A construção está em andamento na estação ferroviária de Bulle. Novos edifícios estão sendo erguidos em grande escala. A pequena cidade de 25 mil habitantes no cantão de Friburgo conta com sete mil pessoas adicionais até 2030. Os proprietários de terras, as empresas de transporte público de Friburgo, estão, portanto, construindo um distrito inteiro com apartamentos, escritórios, lojas e cafés ao lado dos trilhos.
Quando visitamos Bulle em maio, os novos edifícios estavam quase prontos para serem ocupados. Um café moderninho acabara de abrir. Arquitetonicamente, a superestrutura faz lembrar as “caixas” que surgiram em torno da estação de trem de Zurique nos últimos anos. Em Bulle, também se encontram patinetes para alugar em cada esquina.
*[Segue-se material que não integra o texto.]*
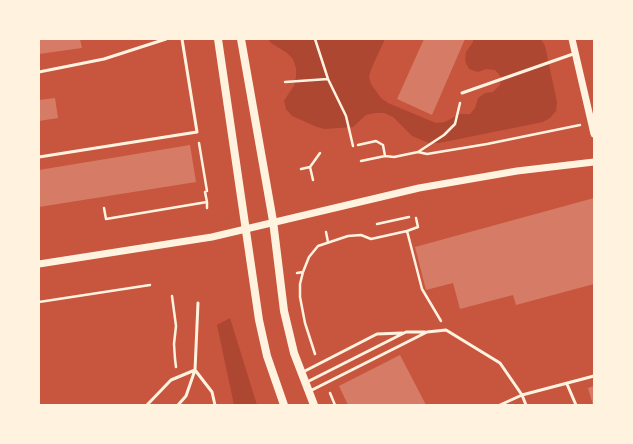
<!DOCTYPE html>
<style>
body{margin:0}
#map{position:relative;width:633px;height:444px;overflow:hidden;background:#c8553d;font-family:"IBM Plex Sans",sans-serif}
canvas{display:block}
.frame{position:absolute;inset:0;border:40px solid #fff3e0;pointer-events:none}
</style>
<div id="map">
<canvas width="633" height="444"></canvas>
<div class="frame"></div>
</div>
<script>
const c = document.querySelector('canvas').getContext('2d');
c.lineJoin = 'round';
function fill(path, color) {
  c.fillStyle = color;
  c.fill(path, 'evenodd');
}
function poly(rows) {
  const path = new Path2D();
  for (const r of rows) {
    path.moveTo(r[0], r[1]);
    for (let i = 2; i < r.length; i += 2) path.lineTo(r[i], r[i + 1]);
  }
  return path;
}
function stroke(path, color, width, dash) {
  c.strokeStyle = color;
  c.lineWidth = width;
  c.lineCap = dash ? 'butt' : 'round';
  c.setLineDash(dash || []);
  c.stroke(path);
}
const green = poly([
 [268,39,385,39,372,67,369,76,371,84,381,98,388,103,436,123,445,122,460,114,470,114,475,108,478,98,485,93,493,92,500,85,501,77,495,70,486,69,478,72,469,69,465,61,466,52,471,45,474,39,541,39,545,46,557,102,556,111,550,118,543,122,439,143,429,143,412,136,393,117,384,113,375,113,366,115,353,127,325,129,317,127,292,116,286,109,284,101,289,93,294,86,296,77,296,68,293,59,287,53,271,43],
 [230,318,257,405,234,405,217,325]
]);
const building = poly([
 [39,39,80,39,82,48,39,54],
 [424,39,465,39,432,115,397,99],
 [55,98,58,118,39,121,39,100],
 [190,145,196,182,39,207,39,170],
 [594,198,594,284,516,305,513,295,460,309,453,283,426,290,415,247],
 [400,355,426,405,348,405,339,386],
 [594,386,594,405,593,405,588,388]
]);
const path = poly([
 [315,39,328,79,346,116,353,146],
 [285,82,328,79],
 [199,143,207,191],
 [358,145,376,141,383,145,385,156],
 [418,152,444,135,455,124,460,103],
 [361,161,385,156,394,157,418,152,427,154,487,144,580,125],
 [310,167,313,180],
 [301,169,310,167,320,153],
 [207,202,207,208],
 [104,208,106,219,112,218,207,202,205,192],
 [416,218,418,227,407,231,422,289,441,321],
 [377,224,409,217],
 [326,232,328,242],
 [297,273,303,272],
 [172,296,176,326,174,344,175,359,176,367],
 [39,302,150,285],
 [315,354,305,323,300,297,300,284,303,272,309,257,318,246,348,236,361,235,371,239,407,231],
 [330,393,335,405]
]);
const service = poly([
 [39,72,104,59,166,39],
 [462,93,576,53],
 [39,157,197,132,182,39],
 [195,370,212,392,215,405],
 [303,372,377,334,402,333],
 [307,382,406,332,425,332],
 [567,384,576,405],
 [310,391,427,332,446,330,500,363,522,395,594,376],
 [147,405,171,380,195,370],
 [178,405,186,396,195,370,198,303],
 [500,405,522,395,526,405]
]);
const tertiary = poly([
 [572,39,594,134],
 [39,264,212,237,419,188,517,171,594,162]
]);
const secondary = poly([
 [218,39,259,320,267,356,284,405],
 [241,39,273,221,284,311,294,353,314,405]
]);
fill(green, '#ae4732');
fill(building, '#d67c66');
stroke(path, '#fff3e0', 2.5);
stroke(service, '#fff3e0', 3);
stroke(tertiary, '#fff3e0', 7);
stroke(secondary, '#fff3e0', 8);
</script>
Mas algo é diferente. O ar é fresco, a vista através das casas mostra uma parte de floresta, campos de colza e montanhas. “Você pode montar em uma bicicleta e estar na natureza em cinco minutos”, entusiasma-se Alain Sansonnens, o porta-voz da cidade de Bulle.
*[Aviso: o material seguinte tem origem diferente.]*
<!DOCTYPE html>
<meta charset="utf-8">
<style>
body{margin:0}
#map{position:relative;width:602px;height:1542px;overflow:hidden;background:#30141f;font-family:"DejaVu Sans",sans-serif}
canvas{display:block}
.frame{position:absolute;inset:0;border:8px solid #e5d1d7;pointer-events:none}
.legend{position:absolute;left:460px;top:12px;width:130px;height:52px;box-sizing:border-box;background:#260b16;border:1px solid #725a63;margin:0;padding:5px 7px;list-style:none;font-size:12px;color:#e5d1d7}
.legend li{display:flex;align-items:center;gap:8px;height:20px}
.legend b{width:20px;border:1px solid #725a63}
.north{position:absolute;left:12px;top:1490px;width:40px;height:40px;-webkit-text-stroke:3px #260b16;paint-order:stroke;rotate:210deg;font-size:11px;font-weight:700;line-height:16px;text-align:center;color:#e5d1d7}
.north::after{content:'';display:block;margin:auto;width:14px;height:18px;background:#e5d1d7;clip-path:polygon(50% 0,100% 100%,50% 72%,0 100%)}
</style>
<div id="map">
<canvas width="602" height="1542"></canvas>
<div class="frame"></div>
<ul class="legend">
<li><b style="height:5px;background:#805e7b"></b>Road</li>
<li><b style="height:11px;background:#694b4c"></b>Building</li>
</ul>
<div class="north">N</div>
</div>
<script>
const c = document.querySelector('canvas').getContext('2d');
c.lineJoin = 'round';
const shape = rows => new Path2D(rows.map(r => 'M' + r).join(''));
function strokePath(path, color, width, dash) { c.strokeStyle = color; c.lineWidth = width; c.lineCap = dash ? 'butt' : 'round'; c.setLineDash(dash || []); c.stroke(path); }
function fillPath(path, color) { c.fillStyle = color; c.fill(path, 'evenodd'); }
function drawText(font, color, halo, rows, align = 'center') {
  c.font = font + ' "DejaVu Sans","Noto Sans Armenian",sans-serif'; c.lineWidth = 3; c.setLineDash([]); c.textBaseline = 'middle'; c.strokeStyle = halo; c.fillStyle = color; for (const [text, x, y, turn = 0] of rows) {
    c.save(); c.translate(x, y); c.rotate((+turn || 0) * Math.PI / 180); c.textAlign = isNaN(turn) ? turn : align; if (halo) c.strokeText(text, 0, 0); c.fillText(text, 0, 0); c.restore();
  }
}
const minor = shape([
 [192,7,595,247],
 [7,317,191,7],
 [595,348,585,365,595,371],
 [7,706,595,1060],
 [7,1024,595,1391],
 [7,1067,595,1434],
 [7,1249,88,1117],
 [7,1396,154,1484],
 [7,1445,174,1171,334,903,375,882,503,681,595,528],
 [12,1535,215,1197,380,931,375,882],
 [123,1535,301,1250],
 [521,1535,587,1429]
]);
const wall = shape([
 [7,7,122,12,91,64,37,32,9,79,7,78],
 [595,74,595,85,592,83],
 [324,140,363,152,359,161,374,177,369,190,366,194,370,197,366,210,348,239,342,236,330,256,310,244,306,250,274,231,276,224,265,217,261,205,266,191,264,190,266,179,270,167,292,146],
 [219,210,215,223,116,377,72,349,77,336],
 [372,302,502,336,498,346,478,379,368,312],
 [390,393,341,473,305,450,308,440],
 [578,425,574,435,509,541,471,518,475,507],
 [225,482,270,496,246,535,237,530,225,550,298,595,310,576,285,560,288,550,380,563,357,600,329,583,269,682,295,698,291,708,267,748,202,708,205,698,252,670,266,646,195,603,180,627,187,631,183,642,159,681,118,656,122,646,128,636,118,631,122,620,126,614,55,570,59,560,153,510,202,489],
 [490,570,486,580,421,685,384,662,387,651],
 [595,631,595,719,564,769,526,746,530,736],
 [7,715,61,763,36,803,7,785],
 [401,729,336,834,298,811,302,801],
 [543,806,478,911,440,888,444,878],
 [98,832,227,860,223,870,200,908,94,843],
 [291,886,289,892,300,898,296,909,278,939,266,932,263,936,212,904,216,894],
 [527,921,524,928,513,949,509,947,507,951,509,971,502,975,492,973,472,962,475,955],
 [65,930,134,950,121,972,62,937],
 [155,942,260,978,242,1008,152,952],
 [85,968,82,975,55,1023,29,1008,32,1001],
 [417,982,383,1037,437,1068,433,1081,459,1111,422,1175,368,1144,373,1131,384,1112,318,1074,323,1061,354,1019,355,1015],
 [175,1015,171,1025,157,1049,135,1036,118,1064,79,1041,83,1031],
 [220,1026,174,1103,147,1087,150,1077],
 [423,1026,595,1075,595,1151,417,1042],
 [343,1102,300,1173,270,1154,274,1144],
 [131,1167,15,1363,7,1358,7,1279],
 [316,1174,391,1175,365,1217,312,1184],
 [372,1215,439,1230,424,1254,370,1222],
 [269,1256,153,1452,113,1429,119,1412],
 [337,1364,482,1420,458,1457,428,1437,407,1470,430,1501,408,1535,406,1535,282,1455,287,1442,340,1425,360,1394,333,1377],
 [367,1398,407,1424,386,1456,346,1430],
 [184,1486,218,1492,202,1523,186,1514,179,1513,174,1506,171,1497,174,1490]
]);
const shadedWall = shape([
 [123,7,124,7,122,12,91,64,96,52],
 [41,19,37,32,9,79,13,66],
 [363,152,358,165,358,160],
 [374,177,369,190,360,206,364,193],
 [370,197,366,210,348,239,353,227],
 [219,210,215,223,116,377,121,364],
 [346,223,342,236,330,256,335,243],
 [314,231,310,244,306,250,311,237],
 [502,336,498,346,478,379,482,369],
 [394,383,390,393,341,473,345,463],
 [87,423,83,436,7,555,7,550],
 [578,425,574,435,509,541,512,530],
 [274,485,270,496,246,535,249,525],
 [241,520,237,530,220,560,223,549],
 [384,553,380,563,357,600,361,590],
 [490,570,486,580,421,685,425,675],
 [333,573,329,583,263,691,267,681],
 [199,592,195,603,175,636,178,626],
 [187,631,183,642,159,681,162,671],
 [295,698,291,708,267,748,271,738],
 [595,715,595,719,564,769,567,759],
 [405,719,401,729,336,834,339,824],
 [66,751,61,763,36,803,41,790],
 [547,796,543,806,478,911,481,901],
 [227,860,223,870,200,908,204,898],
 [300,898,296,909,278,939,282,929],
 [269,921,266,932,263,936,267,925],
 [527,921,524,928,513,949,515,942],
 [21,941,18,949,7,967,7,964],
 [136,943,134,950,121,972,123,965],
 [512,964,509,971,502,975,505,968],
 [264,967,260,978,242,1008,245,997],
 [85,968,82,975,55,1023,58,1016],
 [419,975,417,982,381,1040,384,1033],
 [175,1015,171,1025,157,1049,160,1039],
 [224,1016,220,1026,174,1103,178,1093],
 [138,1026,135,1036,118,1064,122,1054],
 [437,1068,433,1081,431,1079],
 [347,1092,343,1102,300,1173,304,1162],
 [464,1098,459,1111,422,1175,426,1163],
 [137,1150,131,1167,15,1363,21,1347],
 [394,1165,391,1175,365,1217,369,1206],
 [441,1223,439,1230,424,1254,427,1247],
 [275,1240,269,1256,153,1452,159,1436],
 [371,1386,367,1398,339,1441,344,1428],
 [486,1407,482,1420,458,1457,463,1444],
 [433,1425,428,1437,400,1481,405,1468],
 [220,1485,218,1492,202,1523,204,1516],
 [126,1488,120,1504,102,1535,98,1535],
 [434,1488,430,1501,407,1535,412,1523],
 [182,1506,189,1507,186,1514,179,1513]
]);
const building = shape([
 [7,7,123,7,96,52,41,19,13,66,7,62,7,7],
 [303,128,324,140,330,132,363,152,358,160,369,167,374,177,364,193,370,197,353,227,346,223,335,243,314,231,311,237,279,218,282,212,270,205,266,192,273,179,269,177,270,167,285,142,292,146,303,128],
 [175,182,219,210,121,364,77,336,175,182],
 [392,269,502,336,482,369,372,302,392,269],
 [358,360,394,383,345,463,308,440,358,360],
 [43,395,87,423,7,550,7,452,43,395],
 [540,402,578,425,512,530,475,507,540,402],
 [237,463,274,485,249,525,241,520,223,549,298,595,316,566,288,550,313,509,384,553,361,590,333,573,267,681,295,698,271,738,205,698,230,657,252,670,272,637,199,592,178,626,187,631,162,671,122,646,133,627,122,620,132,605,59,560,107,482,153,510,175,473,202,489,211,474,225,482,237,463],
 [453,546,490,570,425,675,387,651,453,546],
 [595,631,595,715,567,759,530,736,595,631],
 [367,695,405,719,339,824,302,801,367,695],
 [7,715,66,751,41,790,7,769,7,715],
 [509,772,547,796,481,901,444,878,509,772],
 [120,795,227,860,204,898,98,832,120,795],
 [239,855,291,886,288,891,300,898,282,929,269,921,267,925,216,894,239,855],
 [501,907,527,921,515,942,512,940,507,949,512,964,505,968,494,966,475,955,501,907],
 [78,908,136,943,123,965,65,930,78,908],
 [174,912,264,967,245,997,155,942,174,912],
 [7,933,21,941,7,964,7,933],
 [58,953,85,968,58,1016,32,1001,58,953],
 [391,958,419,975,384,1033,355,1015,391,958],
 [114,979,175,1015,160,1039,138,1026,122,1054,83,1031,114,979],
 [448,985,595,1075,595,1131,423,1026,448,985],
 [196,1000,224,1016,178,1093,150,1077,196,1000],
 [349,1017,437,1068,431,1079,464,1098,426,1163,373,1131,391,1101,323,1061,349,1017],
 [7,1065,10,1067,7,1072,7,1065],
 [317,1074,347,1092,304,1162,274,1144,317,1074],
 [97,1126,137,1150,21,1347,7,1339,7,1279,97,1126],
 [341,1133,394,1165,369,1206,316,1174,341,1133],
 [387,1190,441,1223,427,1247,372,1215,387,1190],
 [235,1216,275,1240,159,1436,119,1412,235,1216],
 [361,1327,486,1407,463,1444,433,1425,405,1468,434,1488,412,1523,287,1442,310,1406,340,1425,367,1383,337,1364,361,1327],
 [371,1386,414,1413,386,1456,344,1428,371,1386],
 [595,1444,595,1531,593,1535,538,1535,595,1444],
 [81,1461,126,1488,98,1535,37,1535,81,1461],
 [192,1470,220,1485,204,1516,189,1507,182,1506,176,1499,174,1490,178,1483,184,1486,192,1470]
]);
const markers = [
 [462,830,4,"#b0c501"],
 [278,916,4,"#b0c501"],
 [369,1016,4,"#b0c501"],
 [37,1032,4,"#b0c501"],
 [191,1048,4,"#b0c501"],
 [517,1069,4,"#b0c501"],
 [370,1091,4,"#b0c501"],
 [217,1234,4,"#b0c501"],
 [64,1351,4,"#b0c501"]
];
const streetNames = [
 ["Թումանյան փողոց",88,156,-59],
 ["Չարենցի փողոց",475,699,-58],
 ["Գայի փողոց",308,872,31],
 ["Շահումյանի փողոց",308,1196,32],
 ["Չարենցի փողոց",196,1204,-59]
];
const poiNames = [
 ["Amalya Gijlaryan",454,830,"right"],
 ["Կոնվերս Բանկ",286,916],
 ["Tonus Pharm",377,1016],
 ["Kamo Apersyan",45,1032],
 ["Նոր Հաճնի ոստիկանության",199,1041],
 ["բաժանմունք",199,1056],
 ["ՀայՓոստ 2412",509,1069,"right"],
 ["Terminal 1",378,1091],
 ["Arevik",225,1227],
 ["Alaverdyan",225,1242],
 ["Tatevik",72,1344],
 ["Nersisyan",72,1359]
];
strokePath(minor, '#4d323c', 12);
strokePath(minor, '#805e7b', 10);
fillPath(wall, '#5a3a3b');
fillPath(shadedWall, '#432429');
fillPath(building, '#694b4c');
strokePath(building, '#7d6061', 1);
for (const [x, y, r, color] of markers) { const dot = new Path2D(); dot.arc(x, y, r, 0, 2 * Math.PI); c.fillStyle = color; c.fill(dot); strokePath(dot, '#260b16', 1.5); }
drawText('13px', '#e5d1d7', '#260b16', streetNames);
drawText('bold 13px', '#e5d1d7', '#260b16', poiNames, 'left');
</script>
Bulle descreve-se a si próprio como “une ville à la campagne”, uma cidade no campo. Isso é evidente em vários locais da cidade: enquanto visitamos um projeto de construção urbana nos arredores, um caminhão com gado passa rugindo, há um cheiro de estrume, e uma placa na beira da estrada anuncia produtos frescos de fazenda. As cabras pastam entre as instalações de última geração de uma empresa farmacêutica e o Hotel Ibis. Tratores também são frequentemente vistos no centro e na pitoresca antiga cidade.
Ser uma cidade, mas preservando a paisagem rural
Bulle foi outrora uma pequena cidade rural e isolada do tamanho de uma aldeia. O leite produzido nas redondezas foi aqui transformado em queijo, o mundialmente famoso Gruyère, e vendido e lançado no mercado.
Mas depois, em 1980, veio a ligação da rodovia entre Berna e Vevey e tudo mudou. Firmas e mão de obra estrangeiras mudaram-se para Bulle, e a população multiplicou-se.
Eis um desafio no que se refere ao planeamento urbano: “Bulle quer tornar-se uma verdadeira cidade, mas ao mesmo tempo preservar o caráter rural, quanto mais não seja por razões de turismo”, diz Alexandre Malacorda, diretor do Departamento de Urbanismo.
Isso faz de Bulle algo tipicamente suíço, onde muitas pessoas querem ambas as formas de vida. “Na Suíça, é muitas vezes pouco claro onde termina uma cidade e começa o campo”, diz o etnólogo e cientista cultural suíço Konrad Kuhn, que pesquisa, entre outras coisas, a urbanidade na região alpina para a Universidade de Innsbruck.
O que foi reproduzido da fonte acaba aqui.